Utilities for finding the best checkpoint and exporting the final model.

In [None]:
import os, re, glob, tensorflow as tf

# Configuration - adjust these paths for your project
checkpoint_dir = "demucs_v4_fixed_ckpt"       # Directory for weight checkpoints
output_model   = "demucs_v4_fixed_model.keras"  # Final exported model path
INPUT_SHAPE    = (PADDED_LEN, 1)              # Must match training input shape

def _best_weights_path(ckpt_dir: str) -> str:
    """Find the best checkpoint file by parsing loss values from filenames."""
    paths = glob.glob(os.path.join(ckpt_dir, "*.weights.h5"))
    if not paths:
        raise FileNotFoundError(f"No .weights.h5 files in {ckpt_dir}")

    # Parse loss value from checkpoint filenames (e.g., "ckpt_e01_loss0.123456.weights.h5")
    loss_re = re.compile(r"_(?:val)?[lL]oss([0-9.]+)\.weights\.h5$")

    scored = []
    for p in paths:
        m = loss_re.search(p)
        if m:
            try:
                scored.append((float(m.group(1)), p))
            except ValueError:
                pass

    if scored:
        scored.sort(key=lambda t: t[0])  # Lowest loss = best
        best_loss, best_path = scored[0]
        print(f"Selected best by loss: {os.path.basename(best_path)} (loss={best_loss:.6f})")
        return best_path

    # Fallback: use newest file by modification time
    best_path = max(paths, key=os.path.getmtime)
    print(f"Selected newest weights: {os.path.basename(best_path)}")
    return best_path


def export_model_from_best():
    """Load best weights and export complete model with architecture."""
    best_path = _best_weights_path(checkpoint_dir)

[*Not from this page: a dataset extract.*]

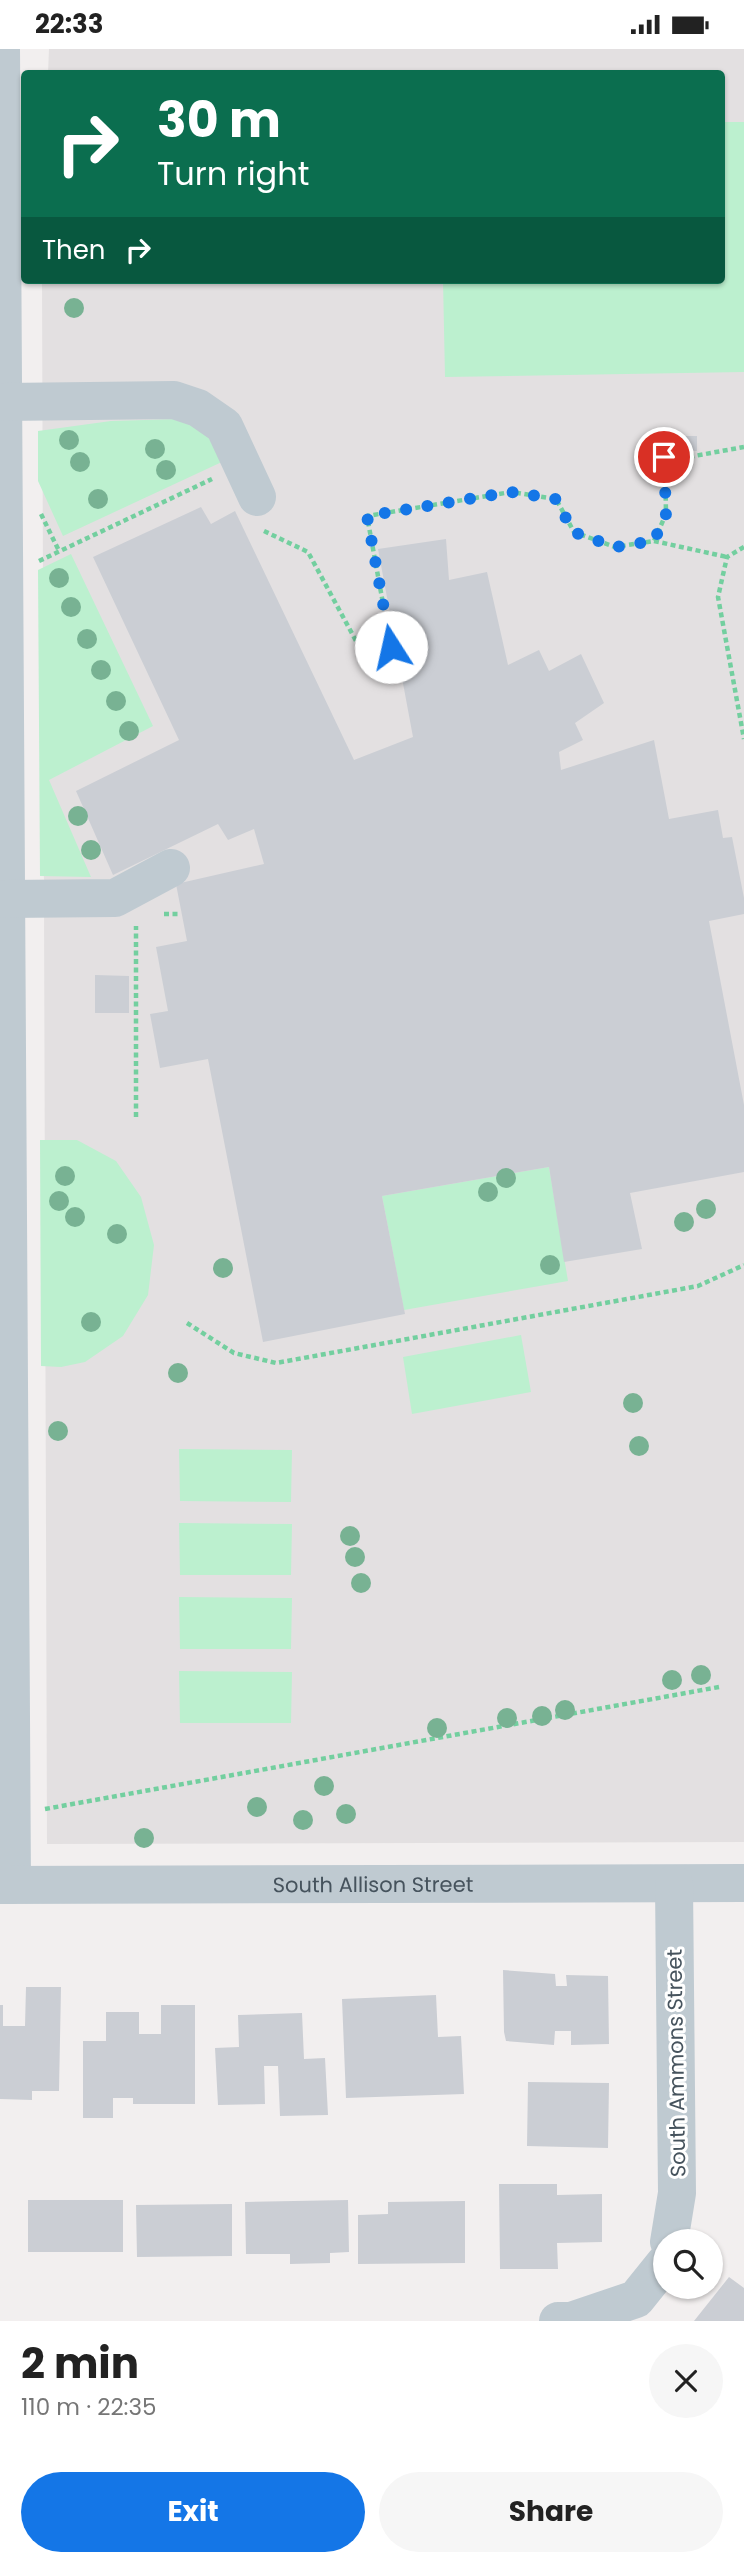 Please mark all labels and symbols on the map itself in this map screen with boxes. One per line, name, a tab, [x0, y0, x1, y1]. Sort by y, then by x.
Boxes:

    # Rebuild model graph (must match training architecture)
    model = demucs_v4_fixed(INPUT_SHAPE)
    model.load_weights(best_path)
    print(f"Loaded weights from {best_path}")

    # Save full model (architecture + weights)
    model.save(output_model)
    print(f"Saved full model to {output_model}")


## Training Function

The main training loop with:
- Multi-GPU distribution strategy
- Loss-scaled optimizer for mixed precision stability
- Best and last checkpoint callbacks
- Early stopping on NaN loss

In [None]:
def train_demucs_v4_fixed(data_dir,
                          checkpoint_dir='demucs_v4_fixed_ckpt',
                          batch_size=2,
                          steps_per_epoch=1275,
                          epochs=25):
    """
    Train the Hybrid Demucs V4 model with multi-GPU support.
    
    Args:
        data_dir: Path to training data directory
        checkpoint_dir: Directory to save weight checkpoints
        batch_size: Samples per batch (per replica)
        steps_per_epoch: Training steps before epoch ends
        epochs: Total training epochs
    """
    os.makedirs(checkpoint_dir, exist_ok=True)
    
    # Multi-GPU training with MirroredStrategy
    strategy = tf.distribute.MirroredStrategy()
    with strategy.scope():
        # Optimizer with gradient clipping and loss scaling for mixed precision
        base_opt = tf.keras.optimizers.Adam(learning_rate=1e-5, clipnorm=0.5)
        opt = mixed_precision.LossScaleOptimizer(base_opt, dynamic=True)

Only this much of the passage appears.